Leo’s most recent condemnation of the Iran war followed his weekly Angelus address in St. Peter’s Square on March 22. There he concluded with a renewed prayer “that hostilities may cease and paths to peace may finally open up, based on sincere dialogue and respect for the dignity of every human person.”
The problem with the Vatican’s assessment of foreign affairs and military conflict is inter alia an inadequate understanding of “peace” and an unrealistic view of “dialogue and diplomacy.” Leo’s statements reflect the Vatican’s tendency to address mere symptoms while failing to acknowledge the root causes of war and aggression. As it concerns the Iranian regime, we are forced to ask: What has Israel had to face for decades? Hate, death, and destruction—the ongoing fruits of a devilish “Death to Israel!” mindset. What, we may ask, is the responsibility of Israel’s allies and free nations in general to Iran’s proxy war against Israel through Middle Eastern terrorist networks? Leo and Cardinal Parolin do not say. Alas, “peace, dialogue and diplomacy” are not within the purview of Iran’s theocratic vision.
In truth, at the international level “arrogance and revenge” must be deterred, even countered. Otherwise, there exists no such thing as “international law,” no “supranational legal framework”; such becomes only a figment of the imagination. Sadly, neither the pope nor the Vatican’s secretary of state seems able to acknowledge or properly contextualize this moral reality. To pray, based on the prophet Isaiah’s prediction that “Nation will not take up sword against nation, nor will they train for war any more,” absent meaningful differentiation between victims and aggressors is to misappropriate future promise for present reality, and more egregiously, to ignore divine commands that require political authorities to punish evil and reward good.

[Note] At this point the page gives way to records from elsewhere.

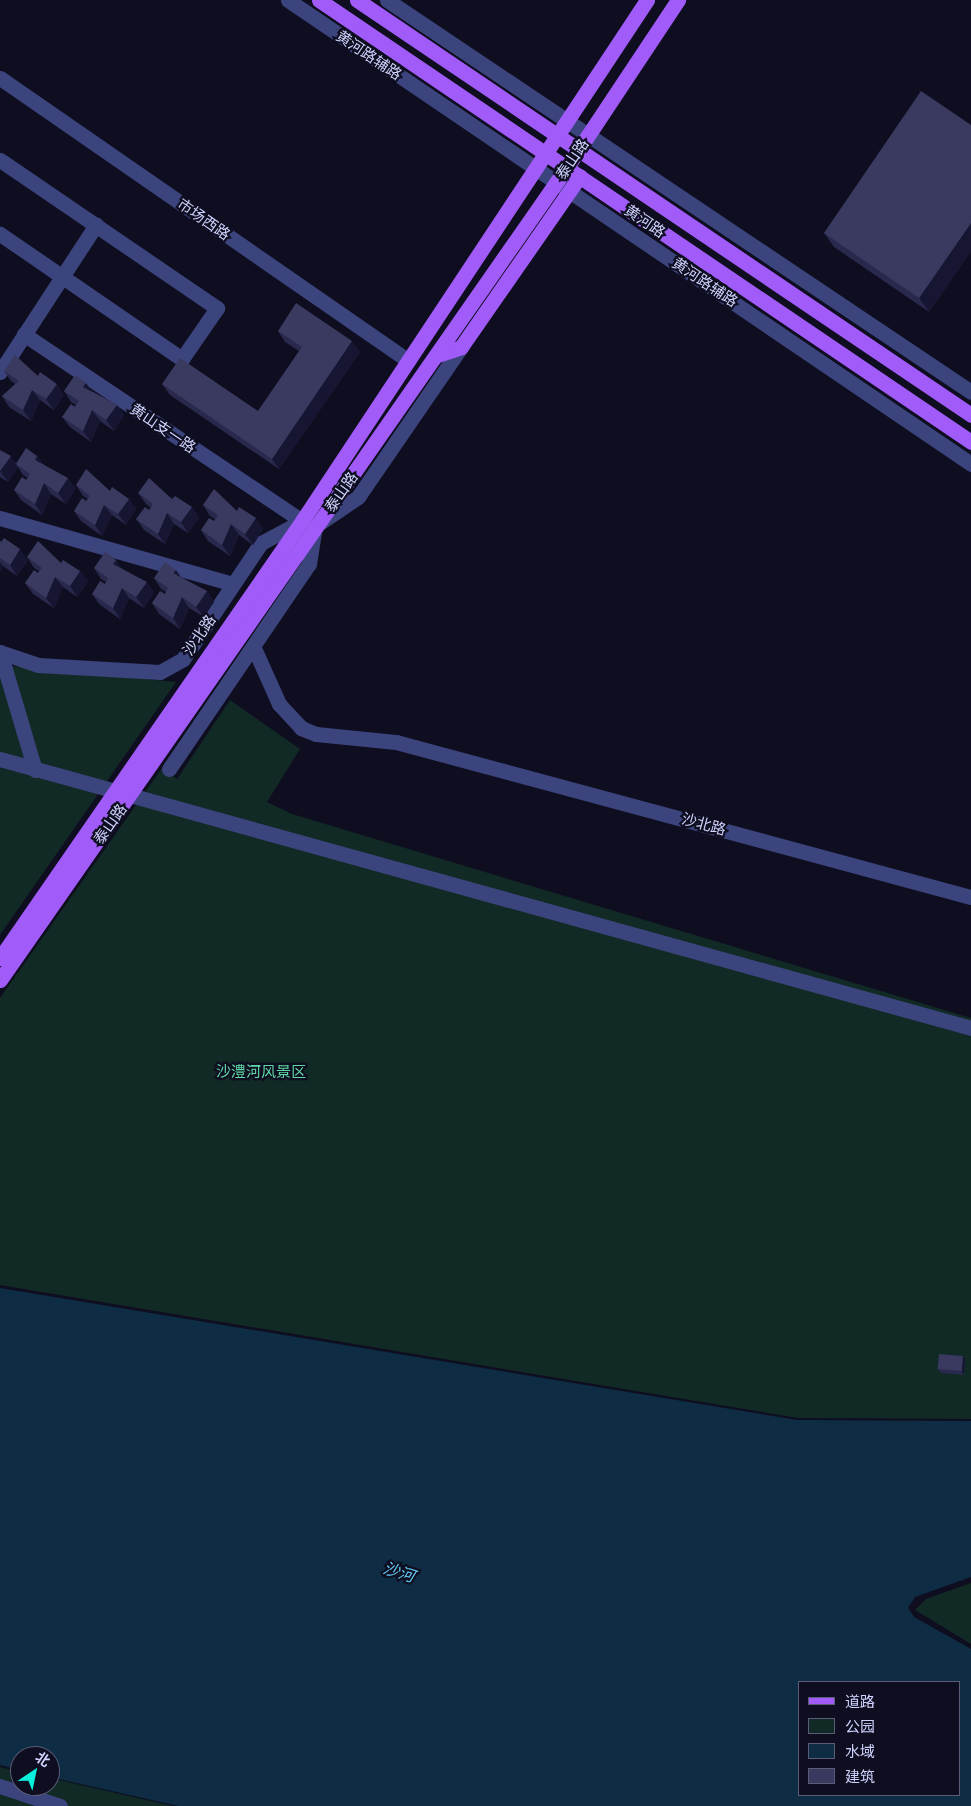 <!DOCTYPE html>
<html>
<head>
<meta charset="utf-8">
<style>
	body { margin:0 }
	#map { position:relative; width:971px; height:1806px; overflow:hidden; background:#0e0e20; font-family:Mulish,"Noto Sans SC",sans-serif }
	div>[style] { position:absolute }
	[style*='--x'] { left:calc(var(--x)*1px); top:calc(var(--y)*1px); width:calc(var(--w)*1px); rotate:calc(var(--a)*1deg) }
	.green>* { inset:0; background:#112a25 }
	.water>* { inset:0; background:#0e2d44 }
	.minor>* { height:15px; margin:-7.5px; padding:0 7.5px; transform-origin:7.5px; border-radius:7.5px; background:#3b447d }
	.major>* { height:15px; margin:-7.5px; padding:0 7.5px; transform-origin:7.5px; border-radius:7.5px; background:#a15bf8 }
	.wall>* { inset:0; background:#29284d }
	.shaded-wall>* { inset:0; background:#161633 }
	.building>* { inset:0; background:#3a3a60; transform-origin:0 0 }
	span { translate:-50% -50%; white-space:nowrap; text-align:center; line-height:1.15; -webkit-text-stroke:4.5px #0e0e20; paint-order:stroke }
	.street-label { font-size:15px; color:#cfd2fd }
	.park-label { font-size:15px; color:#5fd9a5 }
	.water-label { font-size:16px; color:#62cdf8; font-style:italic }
	.legend { position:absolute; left:798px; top:1681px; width:162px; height:115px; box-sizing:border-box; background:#0e0e20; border:1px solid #5b5c78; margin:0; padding:6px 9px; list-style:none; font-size:15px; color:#cfd2fd }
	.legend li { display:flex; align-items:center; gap:10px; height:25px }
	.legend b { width:25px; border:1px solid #5b5c78 }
	.north { position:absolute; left:10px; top:1746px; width:50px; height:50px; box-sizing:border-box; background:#0e0e20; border:1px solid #5b5c78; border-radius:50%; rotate:34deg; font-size:14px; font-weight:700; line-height:20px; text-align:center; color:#cfd2fd }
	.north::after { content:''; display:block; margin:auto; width:18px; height:22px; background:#0aeedc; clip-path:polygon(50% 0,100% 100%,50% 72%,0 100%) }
</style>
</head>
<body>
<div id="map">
	<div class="green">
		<i style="clip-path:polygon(0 665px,176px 682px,0 935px)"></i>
		<i style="clip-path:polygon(230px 700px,300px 749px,267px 802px,292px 814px,971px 1018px,971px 1419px,798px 1418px,0 1285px,0 998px,162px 768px,177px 779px)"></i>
		<i style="clip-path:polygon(971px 1583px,971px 1644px,915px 1610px,926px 1599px)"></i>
		<i style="clip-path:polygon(0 1767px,20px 1772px,20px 1786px,50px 1786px,50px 1778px,173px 1806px,0 1806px)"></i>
	</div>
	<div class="water">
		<i style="clip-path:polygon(evenodd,0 1288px,797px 1420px,971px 1421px,971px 1577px,915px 1597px,908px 1608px,914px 1617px,971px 1649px,971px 1806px,178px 1806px,50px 1777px,50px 1756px,20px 1756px,20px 1770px,0 1765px,0 1288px,800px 1682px,960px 1682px,960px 1795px,800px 1795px,800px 1682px)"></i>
	</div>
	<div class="minor">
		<i style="--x:288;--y:0;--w:826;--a:34.19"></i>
		<i style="--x:387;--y:0;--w:703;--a:33.87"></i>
		<i style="--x:0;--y:78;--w:496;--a:34.7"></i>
		<i style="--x:0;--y:160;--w:263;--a:34.3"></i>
		<i style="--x:217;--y:308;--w:62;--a:124.5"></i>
		<i style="--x:182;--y:359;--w:221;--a:-145.5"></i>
		<i style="--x:0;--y:372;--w:176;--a:-56.9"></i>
		<i style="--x:0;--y:518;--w:242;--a:15.8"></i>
		<i style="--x:321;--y:522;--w:45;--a:-34"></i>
		<i style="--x:358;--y:497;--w:182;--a:-55.5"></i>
		<i style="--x:254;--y:648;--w:61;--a:65.9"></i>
		<i style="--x:279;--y:704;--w:33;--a:47"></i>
		<i style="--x:301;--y:728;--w:16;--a:22"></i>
		<i style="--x:316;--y:734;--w:80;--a:5.7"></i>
		<i style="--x:396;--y:742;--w:596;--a:15.09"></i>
		<i style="--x:0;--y:652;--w:40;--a:18.9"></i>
		<i style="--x:38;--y:665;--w:122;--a:3.3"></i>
		<i style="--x:160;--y:672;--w:26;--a:-29"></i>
		<i style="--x:183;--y:659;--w:140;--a:-56.1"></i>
		<i style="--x:261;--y:543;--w:47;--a:-28.2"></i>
		<i style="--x:302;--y:521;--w:335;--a:-146.1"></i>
		<i style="--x:0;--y:652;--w:123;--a:73.5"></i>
		<i style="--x:0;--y:759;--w:1008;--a:15.48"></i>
		<i style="--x:169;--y:769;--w:248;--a:-55.7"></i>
		<i style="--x:309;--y:564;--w:33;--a:-81"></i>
		<i style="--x:0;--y:1786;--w:63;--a:18.4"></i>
	</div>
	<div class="major">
		<i style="--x:319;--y:0;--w:788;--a:34.13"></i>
		<i style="--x:357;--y:0;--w:741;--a:34.05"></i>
		<i style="--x:437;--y:355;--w:25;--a:-18"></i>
		<i style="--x:461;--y:347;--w:208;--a:-55.2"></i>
		<i style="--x:0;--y:958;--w:531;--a:-55.35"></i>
		<i style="--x:302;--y:521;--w:625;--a:-56.49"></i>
		<i style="--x:0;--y:980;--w:991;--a:-55.11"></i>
		<i style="--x:567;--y:167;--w:201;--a:-56.4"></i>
	</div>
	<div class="wall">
		<i style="clip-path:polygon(971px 125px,971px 251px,929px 312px,834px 247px,824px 233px)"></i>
		<i style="clip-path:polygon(278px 331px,360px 352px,279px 469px,170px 395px,162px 384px,258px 411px,299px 351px,285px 342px)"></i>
		<i style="clip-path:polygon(4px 371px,38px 376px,64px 395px,54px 410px,40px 400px,31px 421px,9px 407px,2px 396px,15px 384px,11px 381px)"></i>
		<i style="clip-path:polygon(64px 391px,92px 391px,117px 405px,124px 415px,114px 431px,100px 421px,91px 442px,70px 427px,62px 417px,76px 405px,71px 402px)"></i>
		<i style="clip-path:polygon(0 450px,16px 463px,37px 456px,43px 464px,76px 488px,66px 504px,51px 494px,42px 515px,21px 500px,14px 490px,28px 478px,23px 475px,18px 467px,8px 482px,0 477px)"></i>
		<i style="clip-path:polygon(76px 485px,110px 491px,129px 499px,136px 509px,126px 525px,112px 515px,102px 536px,81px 521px,74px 511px,86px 501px,88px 499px,83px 496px)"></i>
		<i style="clip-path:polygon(138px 493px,172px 499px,192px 507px,199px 518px,188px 533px,174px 524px,165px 544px,144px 530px,136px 519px,149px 510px,151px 508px,146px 504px)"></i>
		<i style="clip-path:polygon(203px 505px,237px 511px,263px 529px,253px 545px,239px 535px,230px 556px,208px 541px,201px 530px,214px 521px,215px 519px,210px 516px)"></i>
		<i style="clip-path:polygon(0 541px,28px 560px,17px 576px,3px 566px,0 572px)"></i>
		<i style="clip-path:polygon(27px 557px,61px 563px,80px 571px,88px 581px,77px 597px,63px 587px,54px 608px,33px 594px,25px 583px,38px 573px,39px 571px,34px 568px)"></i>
		<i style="clip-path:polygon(116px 560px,121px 568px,154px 592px,144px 608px,129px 598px,120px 619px,99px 604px,92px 594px,105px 584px,106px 582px,101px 579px,94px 568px)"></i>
		<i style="clip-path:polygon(154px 578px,181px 578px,207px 591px,214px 602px,204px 617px,189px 608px,180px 629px,159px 614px,152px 603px,165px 594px,166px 592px,161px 589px)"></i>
		<i style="clip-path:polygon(965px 1360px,964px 1375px,941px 1373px,938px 1369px)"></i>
	</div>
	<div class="shaded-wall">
		<i style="clip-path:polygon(971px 223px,971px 251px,929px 312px,919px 298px)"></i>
		<i style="clip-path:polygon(352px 341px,360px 352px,279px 469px,272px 459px)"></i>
		<i style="clip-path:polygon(86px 383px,93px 393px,83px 387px)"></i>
		<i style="clip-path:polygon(57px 384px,64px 395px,54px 410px,46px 399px)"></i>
		<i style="clip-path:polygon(32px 390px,40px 400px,31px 421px,23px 410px)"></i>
		<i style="clip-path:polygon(117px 405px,124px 415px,114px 431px,106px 420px)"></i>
		<i style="clip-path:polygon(92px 410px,100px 421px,91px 442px,83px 431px)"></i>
		<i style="clip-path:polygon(11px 456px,17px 466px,16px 464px,18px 467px,8px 482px,0 471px)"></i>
		<i style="clip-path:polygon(37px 456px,45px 467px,35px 460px)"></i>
		<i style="clip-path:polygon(68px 478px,76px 488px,66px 504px,58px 493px)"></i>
		<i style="clip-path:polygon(44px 483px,51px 494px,42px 515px,35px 504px)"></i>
		<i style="clip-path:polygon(129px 499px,136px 509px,126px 525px,118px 514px)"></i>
		<i style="clip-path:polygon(104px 505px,112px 515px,102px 536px,95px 525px)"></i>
		<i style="clip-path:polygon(192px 507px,199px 518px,188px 533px,181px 522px)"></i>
		<i style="clip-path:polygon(167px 513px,174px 524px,165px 544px,158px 534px)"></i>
		<i style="clip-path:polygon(256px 518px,263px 529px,253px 545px,245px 534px)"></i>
		<i style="clip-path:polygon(231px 524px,239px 535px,230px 556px,222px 545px)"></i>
		<i style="clip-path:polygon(20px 549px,28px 560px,17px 576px,10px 565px)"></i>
		<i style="clip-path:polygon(116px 560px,123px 571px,113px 564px)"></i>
		<i style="clip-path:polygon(0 562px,3px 566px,0 572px)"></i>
		<i style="clip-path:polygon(176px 570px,183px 580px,173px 573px)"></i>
		<i style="clip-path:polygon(80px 571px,88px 581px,77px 597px,70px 586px)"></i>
		<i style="clip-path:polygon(55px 577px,63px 587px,54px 608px,46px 598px)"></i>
		<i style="clip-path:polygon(147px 582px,154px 592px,144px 608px,136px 597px)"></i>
		<i style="clip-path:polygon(122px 588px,129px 598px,120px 619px,113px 608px)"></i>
		<i style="clip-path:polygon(207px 591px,214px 602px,204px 617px,196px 607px)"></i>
		<i style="clip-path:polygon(182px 597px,189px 608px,180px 629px,173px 618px)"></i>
		<i style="clip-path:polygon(963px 1356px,965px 1360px,964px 1375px,962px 1372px)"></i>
	</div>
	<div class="building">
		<i style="clip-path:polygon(921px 91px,971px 125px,971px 223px,919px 298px,824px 233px)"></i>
		<i style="clip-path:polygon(296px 303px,352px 341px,272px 459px,162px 384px,180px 358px,258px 411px,302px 347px,278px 331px)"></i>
		<i style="clip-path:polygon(15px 355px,38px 376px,40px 372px,57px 384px,46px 399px,32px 390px,23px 410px,2px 396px,19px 381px,4px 371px)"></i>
		<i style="clip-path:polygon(75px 375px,86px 383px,83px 387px,117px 405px,106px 420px,92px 410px,83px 431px,62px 417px,71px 404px,75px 407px,79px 401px,64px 391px)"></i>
		<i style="clip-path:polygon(26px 448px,37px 456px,35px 460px,68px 478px,58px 493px,44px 483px,35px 504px,14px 490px,22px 477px,26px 480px,30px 474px,16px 464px)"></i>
		<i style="clip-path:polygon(0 450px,11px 456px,0 471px)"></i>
		<i style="clip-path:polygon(86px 469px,110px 491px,112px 487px,129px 499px,118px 514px,104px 505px,95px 525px,74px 511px,82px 498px,86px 501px,90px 496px,76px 485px)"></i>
		<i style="clip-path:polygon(149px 478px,172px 499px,175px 496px,192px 507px,181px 522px,167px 513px,158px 534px,136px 519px,145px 507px,149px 510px,153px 504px,138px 493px)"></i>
		<i style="clip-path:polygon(214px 489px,237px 511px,239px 507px,256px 518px,245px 534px,231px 524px,222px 545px,201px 530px,209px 518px,214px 521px,218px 515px,203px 505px)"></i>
		<i style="clip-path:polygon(4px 538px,20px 549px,10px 565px,0 558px,0 541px,1px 542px)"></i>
		<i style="clip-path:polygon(38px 541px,61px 563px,63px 560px,80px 571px,70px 586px,55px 577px,46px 598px,25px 583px,34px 570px,38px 573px,42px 568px,27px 557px)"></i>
		<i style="clip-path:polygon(105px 552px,116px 560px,113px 564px,147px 582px,136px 597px,122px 588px,113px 608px,92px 594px,100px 581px,105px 584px,108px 578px,94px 568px)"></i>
		<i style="clip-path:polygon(165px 562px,176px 570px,173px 573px,207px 591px,196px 607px,182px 597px,173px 618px,152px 603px,160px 591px,165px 594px,168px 588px,154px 578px)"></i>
		<i style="left:939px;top:1354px;width:24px;height:15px;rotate:5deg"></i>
	</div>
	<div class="street-label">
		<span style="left:369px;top:55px;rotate:34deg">黄河路辅路</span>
		<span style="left:572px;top:159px;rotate:-56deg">泰山路</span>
		<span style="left:204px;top:219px;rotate:35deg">市场西路</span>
		<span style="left:645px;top:221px;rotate:34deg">黄河路</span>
		<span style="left:705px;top:282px;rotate:34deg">黄河路辅路</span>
		<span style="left:163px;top:428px;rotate:34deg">黄山支一路</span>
		<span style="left:341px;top:492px;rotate:-55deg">泰山路</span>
		<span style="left:199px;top:635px;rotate:-56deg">沙北路</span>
		<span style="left:110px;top:824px;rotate:-55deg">泰山路</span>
		<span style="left:704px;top:824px;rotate:15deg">沙北路</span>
	</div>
	<div class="park-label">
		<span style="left:261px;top:1072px">沙澧河风景区</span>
	</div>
	<div class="water-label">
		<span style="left:399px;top:1572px;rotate:17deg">沙河</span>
	</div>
	<ul class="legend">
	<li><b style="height:6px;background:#a15bf8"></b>道路</li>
	<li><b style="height:14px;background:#112a25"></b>公园</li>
	<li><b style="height:14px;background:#0e2d44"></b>水域</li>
	<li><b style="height:14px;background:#3a3a60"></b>建筑</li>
	</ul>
	<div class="north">北</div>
</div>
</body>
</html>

Prayers for peace are misguided if they make a presumption of unrealistic “dialogue and diplomacy.” Rogue regimes such as Iran, Russia, China, and North Korea will pretend to enter dialogue and diplomacy, all the while employing them merely as another tool of warfare. Evil in the present life must be deterred; otherwise, any concoction of “peace” is in reality an unjust peace, as terrorists, mafia and mass murderers well remind us. This was the lesson of Reinhold Niebuhr’s 1944 classic The Children of Light and the Children of Darkness, where he observed that the “children of light” who desire peace at all costs will inevitably be taken advantage of by the “children of darkness” who desire power at all costs because the latter have no interest in negotiation or compromise while the former thinks exclusively in these terms.
Sadly, Pope Leo and secretary of state Parolin have chosen to sacrifice moral clarity for the sake of peace at all costs, an approach which will further the pursuit of neither. Instead, it would be helpful if the Vatican were to acknowledge the essential moral asymmetry between the U.S. and Israel on one hand and various authoritarian regimes on the other, even while lamenting the tragedy of all armed conflict.